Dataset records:
——

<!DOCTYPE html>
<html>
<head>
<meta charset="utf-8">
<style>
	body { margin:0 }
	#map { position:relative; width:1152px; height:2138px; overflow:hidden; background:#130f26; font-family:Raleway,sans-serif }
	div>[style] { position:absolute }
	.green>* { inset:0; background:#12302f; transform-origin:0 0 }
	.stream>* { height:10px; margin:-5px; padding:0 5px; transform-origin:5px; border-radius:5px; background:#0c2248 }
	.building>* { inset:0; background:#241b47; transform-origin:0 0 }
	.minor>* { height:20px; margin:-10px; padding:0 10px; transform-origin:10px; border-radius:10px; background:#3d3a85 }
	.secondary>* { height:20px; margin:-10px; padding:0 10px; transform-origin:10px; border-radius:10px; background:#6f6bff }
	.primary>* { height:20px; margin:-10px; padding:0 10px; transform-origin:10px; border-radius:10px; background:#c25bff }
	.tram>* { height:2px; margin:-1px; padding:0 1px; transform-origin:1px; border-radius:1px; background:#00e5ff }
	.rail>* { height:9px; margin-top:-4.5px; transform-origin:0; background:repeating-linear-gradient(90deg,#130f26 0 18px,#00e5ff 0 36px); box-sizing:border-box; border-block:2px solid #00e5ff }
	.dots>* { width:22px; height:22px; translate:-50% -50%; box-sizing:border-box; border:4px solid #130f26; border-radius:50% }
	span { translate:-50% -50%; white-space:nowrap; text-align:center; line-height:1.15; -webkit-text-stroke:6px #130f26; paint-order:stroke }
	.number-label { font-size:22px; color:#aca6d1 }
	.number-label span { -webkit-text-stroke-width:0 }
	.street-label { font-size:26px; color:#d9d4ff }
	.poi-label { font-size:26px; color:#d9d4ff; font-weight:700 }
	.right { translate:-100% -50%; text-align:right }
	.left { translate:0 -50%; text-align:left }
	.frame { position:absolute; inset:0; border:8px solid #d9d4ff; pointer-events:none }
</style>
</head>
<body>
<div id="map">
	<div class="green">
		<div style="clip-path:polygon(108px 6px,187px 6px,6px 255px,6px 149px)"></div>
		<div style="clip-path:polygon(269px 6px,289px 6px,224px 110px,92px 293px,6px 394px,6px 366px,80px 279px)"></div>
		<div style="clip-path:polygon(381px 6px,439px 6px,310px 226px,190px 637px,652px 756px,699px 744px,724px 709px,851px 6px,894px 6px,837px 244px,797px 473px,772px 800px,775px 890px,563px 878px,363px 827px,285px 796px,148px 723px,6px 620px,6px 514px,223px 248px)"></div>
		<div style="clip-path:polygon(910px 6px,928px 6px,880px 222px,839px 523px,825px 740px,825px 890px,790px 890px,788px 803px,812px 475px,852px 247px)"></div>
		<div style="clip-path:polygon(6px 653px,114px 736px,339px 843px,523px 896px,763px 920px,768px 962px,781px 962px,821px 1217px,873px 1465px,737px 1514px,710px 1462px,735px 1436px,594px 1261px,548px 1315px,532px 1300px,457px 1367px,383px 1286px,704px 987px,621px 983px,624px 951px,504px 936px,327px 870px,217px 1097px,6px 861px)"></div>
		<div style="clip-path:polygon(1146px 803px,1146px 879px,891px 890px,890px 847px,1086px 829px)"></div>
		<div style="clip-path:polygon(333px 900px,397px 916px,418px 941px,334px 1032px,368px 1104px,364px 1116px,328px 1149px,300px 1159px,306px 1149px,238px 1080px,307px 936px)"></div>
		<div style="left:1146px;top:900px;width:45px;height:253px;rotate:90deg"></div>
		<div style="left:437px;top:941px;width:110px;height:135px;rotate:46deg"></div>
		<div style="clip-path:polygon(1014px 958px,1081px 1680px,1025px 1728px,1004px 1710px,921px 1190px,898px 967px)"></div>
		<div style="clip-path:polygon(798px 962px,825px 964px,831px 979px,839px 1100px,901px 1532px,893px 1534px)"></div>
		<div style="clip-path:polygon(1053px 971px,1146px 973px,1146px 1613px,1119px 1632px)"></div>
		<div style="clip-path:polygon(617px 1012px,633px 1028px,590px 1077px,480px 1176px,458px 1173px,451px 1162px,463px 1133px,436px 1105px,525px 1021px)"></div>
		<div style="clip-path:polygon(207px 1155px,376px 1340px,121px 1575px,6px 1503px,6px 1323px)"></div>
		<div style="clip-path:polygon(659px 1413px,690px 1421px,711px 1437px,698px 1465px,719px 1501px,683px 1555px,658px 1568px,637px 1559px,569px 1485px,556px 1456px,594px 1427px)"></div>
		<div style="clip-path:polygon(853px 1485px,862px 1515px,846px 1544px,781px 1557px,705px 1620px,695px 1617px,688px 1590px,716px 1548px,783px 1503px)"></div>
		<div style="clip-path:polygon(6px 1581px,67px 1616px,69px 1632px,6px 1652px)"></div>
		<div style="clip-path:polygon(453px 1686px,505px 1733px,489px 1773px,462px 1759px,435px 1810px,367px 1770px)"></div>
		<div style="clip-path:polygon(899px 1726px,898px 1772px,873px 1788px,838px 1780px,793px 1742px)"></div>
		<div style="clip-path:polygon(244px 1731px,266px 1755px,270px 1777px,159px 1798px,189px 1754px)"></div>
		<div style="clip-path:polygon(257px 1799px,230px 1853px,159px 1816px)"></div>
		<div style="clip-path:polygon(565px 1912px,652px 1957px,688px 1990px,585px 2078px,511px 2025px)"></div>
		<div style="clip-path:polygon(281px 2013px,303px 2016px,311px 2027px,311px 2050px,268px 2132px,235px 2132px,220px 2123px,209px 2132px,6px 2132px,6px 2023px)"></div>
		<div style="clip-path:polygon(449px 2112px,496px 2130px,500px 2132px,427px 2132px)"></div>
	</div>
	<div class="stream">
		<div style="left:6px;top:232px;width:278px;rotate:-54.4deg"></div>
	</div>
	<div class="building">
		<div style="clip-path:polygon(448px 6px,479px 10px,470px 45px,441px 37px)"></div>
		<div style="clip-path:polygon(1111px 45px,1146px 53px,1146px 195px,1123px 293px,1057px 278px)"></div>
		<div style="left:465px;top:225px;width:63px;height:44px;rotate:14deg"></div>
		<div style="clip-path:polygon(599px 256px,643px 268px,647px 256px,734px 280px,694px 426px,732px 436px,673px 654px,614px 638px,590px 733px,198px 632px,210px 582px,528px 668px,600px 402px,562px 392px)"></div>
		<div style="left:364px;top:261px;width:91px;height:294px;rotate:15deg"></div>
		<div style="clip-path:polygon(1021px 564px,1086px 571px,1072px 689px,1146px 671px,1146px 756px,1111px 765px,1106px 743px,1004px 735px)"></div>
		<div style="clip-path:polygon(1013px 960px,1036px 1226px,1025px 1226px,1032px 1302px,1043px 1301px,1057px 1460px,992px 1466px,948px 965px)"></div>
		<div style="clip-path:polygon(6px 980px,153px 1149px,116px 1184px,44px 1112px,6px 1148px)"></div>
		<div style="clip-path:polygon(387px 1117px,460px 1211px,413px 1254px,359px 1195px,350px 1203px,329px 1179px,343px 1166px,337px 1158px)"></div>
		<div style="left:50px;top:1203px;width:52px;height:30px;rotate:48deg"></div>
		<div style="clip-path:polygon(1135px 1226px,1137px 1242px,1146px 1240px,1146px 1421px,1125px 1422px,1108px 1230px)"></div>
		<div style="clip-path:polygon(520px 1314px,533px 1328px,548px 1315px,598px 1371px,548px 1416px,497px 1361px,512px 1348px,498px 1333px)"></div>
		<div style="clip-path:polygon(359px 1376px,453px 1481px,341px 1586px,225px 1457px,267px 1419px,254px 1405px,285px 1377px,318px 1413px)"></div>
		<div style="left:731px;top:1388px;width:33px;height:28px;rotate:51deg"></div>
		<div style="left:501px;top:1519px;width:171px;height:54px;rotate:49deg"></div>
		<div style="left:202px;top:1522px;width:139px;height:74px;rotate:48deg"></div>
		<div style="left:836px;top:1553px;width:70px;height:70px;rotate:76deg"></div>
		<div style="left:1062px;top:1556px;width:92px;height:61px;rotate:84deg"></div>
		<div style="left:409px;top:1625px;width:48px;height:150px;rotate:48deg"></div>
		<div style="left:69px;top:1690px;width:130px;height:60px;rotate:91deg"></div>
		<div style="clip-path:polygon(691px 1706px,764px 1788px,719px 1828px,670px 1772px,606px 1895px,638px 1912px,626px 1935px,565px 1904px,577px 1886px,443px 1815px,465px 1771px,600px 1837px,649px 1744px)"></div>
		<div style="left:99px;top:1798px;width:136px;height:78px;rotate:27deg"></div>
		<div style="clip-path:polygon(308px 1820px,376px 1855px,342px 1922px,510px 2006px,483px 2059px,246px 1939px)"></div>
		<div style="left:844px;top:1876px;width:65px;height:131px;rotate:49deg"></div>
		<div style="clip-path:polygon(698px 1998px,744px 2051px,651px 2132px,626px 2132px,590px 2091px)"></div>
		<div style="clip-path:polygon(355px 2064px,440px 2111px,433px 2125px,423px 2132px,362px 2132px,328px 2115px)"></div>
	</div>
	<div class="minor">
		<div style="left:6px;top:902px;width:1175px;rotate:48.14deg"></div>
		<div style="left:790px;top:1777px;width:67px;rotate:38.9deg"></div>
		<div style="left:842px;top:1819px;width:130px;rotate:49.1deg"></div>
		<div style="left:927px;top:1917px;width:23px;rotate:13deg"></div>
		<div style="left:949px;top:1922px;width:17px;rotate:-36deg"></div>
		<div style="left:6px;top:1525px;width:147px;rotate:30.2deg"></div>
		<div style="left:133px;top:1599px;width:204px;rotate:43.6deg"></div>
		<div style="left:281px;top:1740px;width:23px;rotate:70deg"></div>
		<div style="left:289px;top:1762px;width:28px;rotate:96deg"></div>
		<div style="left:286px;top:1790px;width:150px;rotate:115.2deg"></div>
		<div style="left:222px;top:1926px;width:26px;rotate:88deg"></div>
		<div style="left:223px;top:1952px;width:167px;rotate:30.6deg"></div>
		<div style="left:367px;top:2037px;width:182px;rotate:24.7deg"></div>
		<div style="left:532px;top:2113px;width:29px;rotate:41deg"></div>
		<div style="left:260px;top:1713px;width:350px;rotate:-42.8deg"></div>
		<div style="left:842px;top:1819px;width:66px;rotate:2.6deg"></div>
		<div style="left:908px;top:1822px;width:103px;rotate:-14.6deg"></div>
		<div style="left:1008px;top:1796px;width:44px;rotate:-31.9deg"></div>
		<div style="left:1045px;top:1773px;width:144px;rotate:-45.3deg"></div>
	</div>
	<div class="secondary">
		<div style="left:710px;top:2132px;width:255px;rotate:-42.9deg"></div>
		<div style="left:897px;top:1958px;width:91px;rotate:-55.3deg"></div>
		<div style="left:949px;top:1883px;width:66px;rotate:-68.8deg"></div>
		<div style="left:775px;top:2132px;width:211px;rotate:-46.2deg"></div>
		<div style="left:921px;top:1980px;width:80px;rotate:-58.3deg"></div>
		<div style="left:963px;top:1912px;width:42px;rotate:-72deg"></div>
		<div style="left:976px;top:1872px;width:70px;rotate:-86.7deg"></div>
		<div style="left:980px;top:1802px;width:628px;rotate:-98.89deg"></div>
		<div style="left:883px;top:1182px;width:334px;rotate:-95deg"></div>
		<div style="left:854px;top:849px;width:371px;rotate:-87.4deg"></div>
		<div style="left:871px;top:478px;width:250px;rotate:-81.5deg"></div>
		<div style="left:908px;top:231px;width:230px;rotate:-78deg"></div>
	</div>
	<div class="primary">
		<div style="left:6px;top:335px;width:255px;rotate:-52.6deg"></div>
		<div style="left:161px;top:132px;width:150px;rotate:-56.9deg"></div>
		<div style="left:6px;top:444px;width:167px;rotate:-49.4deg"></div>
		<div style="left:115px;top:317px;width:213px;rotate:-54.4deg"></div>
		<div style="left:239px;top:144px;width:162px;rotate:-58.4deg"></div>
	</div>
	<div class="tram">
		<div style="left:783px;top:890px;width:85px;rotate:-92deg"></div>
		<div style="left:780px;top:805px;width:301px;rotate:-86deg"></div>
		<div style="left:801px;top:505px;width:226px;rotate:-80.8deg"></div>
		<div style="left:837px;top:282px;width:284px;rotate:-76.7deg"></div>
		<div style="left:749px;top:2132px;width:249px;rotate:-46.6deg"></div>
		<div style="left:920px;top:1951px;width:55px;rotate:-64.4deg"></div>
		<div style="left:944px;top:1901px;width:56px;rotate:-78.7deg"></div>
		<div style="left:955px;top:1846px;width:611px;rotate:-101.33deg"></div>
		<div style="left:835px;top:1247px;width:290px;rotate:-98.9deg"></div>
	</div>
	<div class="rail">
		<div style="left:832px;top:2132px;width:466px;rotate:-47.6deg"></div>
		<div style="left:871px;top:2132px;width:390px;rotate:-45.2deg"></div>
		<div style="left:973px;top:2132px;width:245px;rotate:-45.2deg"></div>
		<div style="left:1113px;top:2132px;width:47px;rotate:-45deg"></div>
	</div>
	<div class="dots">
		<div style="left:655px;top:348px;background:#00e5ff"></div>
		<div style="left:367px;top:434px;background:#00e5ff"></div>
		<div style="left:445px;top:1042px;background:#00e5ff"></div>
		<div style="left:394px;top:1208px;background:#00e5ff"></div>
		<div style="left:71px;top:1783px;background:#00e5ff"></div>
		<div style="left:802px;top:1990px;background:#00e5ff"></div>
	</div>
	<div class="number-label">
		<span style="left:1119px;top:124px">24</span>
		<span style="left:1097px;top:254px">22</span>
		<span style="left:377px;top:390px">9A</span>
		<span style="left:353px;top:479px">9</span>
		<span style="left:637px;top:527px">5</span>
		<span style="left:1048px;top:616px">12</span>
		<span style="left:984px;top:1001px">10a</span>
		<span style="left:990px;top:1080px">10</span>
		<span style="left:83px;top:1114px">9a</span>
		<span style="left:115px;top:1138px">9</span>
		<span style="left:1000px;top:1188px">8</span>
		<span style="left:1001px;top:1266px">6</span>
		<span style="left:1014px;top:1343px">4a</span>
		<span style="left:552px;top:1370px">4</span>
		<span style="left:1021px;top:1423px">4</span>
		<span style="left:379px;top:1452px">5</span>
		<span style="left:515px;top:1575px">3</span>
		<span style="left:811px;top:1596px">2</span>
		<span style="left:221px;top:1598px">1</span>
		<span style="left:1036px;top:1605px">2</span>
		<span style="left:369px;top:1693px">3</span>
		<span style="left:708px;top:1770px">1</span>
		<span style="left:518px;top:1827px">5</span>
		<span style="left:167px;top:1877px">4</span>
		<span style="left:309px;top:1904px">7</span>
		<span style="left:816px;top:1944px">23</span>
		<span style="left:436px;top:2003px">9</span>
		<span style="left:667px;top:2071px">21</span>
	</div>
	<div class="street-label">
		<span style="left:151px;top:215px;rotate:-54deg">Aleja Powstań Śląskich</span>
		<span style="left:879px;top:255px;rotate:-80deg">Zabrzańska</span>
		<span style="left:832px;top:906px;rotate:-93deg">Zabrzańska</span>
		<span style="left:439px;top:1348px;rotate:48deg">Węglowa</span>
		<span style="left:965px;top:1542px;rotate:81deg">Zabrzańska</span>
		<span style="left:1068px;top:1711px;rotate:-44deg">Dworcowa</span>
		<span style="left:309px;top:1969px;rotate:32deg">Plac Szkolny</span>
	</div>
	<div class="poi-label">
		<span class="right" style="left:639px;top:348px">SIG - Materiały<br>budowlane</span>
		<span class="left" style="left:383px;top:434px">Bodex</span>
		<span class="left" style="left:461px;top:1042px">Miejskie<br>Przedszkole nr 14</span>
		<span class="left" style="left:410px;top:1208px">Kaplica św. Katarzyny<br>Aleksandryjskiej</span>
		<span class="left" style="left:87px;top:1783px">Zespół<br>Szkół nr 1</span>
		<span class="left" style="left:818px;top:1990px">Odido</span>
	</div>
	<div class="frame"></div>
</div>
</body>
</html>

——

▶ _Work request_: Out of the preceding entries, pull each line that contains the word "stream".

▶ _Response to the exercise_:
	.stream>* { height:10px; margin:-5px; padding:0 5px; transform-origin:5px; border-radius:5px; background:#0c2248 }
	<div class="stream">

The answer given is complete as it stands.